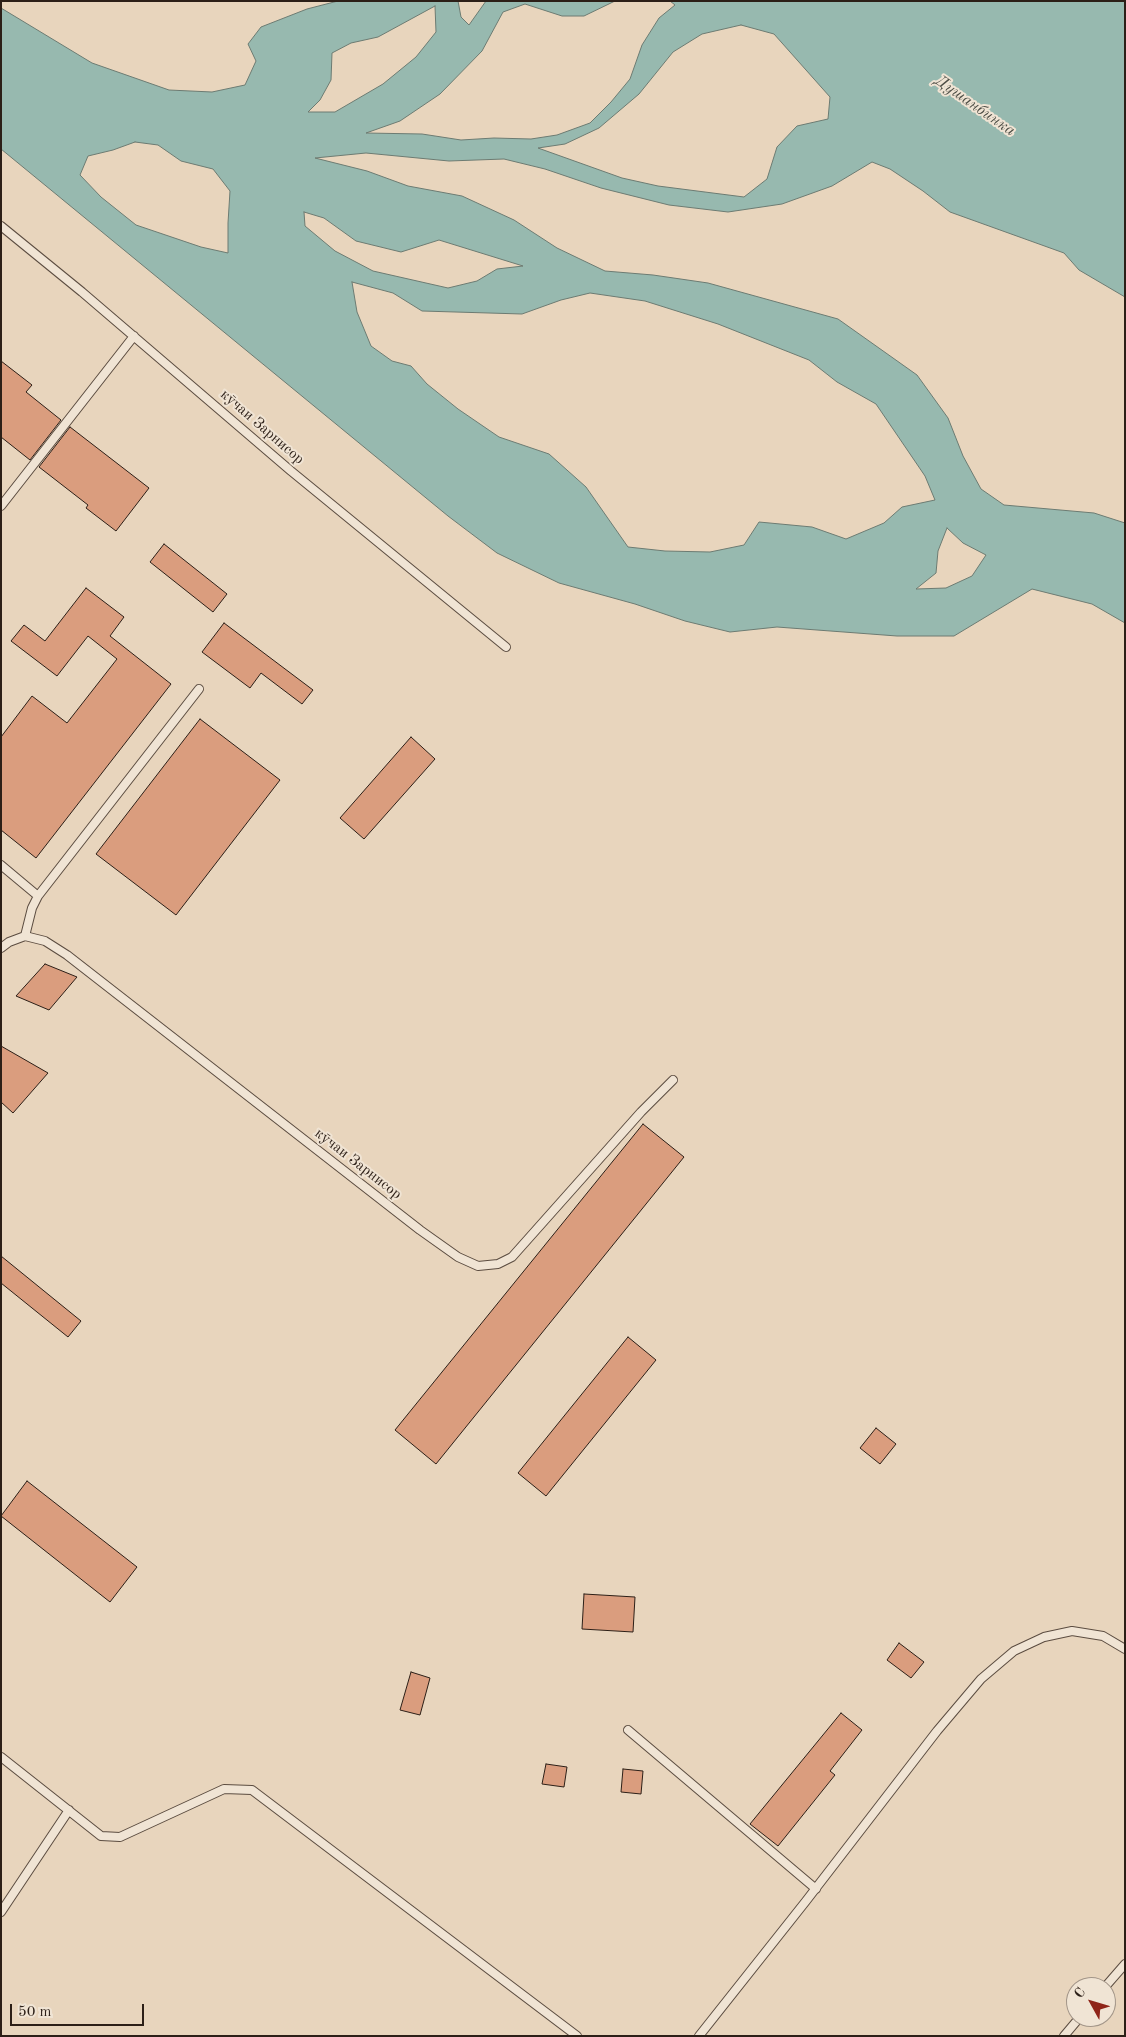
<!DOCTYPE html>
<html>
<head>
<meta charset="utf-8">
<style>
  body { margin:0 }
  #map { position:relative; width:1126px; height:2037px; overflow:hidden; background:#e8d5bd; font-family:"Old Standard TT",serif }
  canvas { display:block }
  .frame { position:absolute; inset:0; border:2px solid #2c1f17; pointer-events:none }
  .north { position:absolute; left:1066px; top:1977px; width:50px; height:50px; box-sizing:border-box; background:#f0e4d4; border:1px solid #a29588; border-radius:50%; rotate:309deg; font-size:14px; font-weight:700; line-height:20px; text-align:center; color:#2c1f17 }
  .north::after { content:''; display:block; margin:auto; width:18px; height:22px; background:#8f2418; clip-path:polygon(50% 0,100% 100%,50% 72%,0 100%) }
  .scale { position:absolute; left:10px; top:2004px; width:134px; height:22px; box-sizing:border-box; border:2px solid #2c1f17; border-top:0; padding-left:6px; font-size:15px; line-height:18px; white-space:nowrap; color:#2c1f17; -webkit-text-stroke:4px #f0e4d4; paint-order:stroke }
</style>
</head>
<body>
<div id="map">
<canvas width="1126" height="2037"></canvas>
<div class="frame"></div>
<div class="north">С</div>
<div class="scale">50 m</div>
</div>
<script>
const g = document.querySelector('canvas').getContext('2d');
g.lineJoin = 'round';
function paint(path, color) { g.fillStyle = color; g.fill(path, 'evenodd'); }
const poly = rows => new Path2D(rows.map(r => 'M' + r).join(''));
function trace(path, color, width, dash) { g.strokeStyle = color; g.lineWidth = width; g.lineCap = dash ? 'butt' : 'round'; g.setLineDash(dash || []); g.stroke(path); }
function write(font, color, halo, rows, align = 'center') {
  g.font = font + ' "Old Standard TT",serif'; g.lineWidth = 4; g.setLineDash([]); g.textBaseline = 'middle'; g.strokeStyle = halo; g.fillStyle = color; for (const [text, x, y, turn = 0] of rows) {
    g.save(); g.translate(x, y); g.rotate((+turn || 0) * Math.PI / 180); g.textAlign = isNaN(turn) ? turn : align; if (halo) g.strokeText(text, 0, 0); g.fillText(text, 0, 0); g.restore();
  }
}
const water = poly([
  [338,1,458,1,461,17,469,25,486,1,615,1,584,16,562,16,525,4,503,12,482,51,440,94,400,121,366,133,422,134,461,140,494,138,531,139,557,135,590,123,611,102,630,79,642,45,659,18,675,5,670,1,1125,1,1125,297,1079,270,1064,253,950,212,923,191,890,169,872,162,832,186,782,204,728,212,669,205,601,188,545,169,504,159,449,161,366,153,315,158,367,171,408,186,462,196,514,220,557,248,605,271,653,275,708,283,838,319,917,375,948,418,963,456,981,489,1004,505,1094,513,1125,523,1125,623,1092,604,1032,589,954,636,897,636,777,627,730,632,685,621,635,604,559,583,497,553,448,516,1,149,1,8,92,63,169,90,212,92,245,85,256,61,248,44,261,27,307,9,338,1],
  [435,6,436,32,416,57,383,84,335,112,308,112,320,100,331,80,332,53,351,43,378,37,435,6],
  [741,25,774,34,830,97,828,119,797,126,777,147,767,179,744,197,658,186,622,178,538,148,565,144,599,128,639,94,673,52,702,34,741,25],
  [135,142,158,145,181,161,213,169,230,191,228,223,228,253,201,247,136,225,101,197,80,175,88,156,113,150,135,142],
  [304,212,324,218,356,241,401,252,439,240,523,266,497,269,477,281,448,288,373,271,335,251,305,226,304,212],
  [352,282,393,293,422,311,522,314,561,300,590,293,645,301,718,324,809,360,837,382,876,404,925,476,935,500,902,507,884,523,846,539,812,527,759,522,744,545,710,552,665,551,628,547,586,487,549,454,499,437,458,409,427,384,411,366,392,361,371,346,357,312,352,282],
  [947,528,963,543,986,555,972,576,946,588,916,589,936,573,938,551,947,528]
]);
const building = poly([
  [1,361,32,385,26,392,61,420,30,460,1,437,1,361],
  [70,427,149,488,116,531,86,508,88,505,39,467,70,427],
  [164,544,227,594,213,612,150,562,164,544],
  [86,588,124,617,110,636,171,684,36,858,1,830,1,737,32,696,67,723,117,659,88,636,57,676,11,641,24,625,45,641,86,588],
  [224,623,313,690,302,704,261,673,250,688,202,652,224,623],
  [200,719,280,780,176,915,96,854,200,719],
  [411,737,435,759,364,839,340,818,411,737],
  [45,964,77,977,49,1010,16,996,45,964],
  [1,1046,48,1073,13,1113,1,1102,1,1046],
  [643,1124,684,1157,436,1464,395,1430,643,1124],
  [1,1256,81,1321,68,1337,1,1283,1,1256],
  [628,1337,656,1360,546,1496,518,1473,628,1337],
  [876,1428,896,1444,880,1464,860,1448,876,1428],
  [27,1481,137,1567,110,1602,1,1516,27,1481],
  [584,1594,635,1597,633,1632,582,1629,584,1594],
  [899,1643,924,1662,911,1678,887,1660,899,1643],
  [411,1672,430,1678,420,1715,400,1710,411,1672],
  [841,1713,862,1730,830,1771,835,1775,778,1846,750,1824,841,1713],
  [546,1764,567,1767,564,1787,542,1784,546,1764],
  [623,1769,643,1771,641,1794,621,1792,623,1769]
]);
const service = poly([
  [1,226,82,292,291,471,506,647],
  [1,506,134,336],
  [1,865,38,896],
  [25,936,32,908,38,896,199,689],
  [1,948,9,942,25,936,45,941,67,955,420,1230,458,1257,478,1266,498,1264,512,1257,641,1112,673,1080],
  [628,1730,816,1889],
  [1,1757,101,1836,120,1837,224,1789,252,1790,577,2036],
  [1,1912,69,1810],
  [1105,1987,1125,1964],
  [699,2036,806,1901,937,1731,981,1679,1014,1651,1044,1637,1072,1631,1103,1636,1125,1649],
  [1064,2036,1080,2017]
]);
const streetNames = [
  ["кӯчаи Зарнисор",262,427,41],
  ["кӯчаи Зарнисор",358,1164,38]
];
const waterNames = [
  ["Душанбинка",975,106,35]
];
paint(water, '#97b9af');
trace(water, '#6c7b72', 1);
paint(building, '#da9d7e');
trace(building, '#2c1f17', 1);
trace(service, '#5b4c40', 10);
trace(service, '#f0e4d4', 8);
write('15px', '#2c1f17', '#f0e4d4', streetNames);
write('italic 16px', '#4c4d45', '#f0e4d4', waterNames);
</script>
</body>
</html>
┄┄┄┄┄┄┄┄┄┄┄┄┄┄┄┄┄┄┄┄
EXERCISE:
Check each line of the listing above for the string "setLineDash" and return those that contain it.

WRITTEN RESPONSE:
function trace(path, color, width, dash) { g.strokeStyle = color; g.lineWidth = width; g.lineCap = dash ? 'butt' : 'round'; g.setLineDash(dash || []); g.stroke(path); }
  g.font = font + ' "Old Standard TT",serif'; g.lineWidth = 4; g.setLineDash([]); g.textBaseline = 'middle'; g.strokeStyle = halo; g.fillStyle = color; for (const [text, x, y, turn = 0] of rows) {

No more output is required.